Considering the 5 medication types commonly used to treat AR separately, majority of AR patients were non-medicating (Supplementary Table 5). Among the medicating AR cases using either antihistamines, nasal sprays, or decongestants, the mean TNSS was significantly higher than non-medicating patients (Supplementary Fig. 2). Similarly, the majority of AR cases were non-medicating; 27.5% (903/3278) of AR cases indicated ever consuming any medication used to treat AR. Among AR phenotypes, the proportions of medication users never exceeded 50% although these proportions were consistently higher among AR phenotypes with a greater impact on quality of life – ie, 38.3% among persistent AR, 30.8% among moderate-severe AR, and 32.8% of AR cases lasting for at least 10 years. The proportion of medication users was the highest among AR cases suffering 4 disturbances at 48.1% (Fig. 5a–d).

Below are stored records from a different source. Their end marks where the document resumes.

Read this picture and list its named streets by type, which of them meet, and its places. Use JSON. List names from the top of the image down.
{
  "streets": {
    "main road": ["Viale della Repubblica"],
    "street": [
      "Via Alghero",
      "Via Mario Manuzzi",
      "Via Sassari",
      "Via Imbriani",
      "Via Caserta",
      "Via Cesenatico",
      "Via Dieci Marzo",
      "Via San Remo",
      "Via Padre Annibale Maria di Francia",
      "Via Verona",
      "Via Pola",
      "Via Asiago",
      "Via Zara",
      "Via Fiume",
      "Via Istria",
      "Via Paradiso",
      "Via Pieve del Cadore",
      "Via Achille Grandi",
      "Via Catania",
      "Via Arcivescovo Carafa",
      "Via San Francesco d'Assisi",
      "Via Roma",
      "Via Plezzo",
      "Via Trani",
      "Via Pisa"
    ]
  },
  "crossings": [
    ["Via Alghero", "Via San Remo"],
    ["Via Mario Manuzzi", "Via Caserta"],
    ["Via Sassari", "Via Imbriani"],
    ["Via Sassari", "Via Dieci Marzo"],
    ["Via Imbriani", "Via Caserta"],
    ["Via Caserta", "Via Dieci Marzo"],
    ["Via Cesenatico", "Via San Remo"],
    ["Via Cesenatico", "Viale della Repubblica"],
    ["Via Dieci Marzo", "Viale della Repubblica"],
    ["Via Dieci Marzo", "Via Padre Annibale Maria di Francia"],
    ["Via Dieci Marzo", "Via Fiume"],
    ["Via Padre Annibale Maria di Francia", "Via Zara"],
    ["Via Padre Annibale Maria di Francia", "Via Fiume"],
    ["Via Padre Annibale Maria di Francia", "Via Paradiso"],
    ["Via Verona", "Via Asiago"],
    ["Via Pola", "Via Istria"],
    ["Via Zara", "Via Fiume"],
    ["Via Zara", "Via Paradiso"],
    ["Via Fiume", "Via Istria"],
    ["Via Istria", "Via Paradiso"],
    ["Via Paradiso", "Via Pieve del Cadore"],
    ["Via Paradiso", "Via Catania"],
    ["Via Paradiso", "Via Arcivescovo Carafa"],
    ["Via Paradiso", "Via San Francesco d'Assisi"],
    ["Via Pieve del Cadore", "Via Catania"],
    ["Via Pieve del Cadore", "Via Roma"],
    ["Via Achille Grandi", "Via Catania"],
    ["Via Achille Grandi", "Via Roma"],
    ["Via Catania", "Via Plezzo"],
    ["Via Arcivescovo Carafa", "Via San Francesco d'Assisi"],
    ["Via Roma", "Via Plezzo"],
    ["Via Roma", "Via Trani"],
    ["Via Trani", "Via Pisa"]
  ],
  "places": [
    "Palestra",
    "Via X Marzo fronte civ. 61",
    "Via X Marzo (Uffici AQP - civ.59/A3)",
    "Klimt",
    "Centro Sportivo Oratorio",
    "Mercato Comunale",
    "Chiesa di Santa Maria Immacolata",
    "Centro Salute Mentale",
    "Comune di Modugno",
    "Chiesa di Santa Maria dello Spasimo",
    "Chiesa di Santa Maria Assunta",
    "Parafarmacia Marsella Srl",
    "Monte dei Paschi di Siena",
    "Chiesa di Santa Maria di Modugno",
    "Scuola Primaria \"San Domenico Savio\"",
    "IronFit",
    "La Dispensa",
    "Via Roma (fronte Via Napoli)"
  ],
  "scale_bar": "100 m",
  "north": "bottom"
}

Fig. 5 — Proportions of AR medication usage among each AR classification. (a) Proportions of AR medication usage among ARIA persistency phenotypes. (b) Proportions of AR medication usage among ARIA severity phenotypes. (c) Proportions of AR medication usage by total number of AR disturbances. (d) Proportions of AR medication usage by AR duration

Stratifying medication usage by AR diagnosis showed that the proportion of medication users was significantly higher among diagnosed AR cases than undiagnosed cases (7.8% versus 7.0%, p < 0.001, Supplementary Table 6), while a large proportion of those whose AR remained undiagnosed did not consume medications for AR (65.4%). Overall, 14.8% of AR cases were diagnosed, and 27.5% had taken medications to treat their AR. Mean TNSS among AR cases grouped by both medication usage and diagnosis showed that those who used medications and had an AR diagnosis exhibited a mTNSS of 6.06 (SD = 2.58), significantly higher than AR cases who did not consume medications but had an AR diagnosis (mTNSS ± SD: 4.79 ± 2.79; p ≤ 0.0001; Fig. 6a), or consumed medications but did not have an AR diagnosis (mTNSS ± SD: 4.91 ± 2.31; p ≤ 0.0001). Among non-medicated undiagnosed AR cases, mTNSS was significantly lower than all other groups at 4.04 (SD = 2.38; p ≤ 0.001 for all tests).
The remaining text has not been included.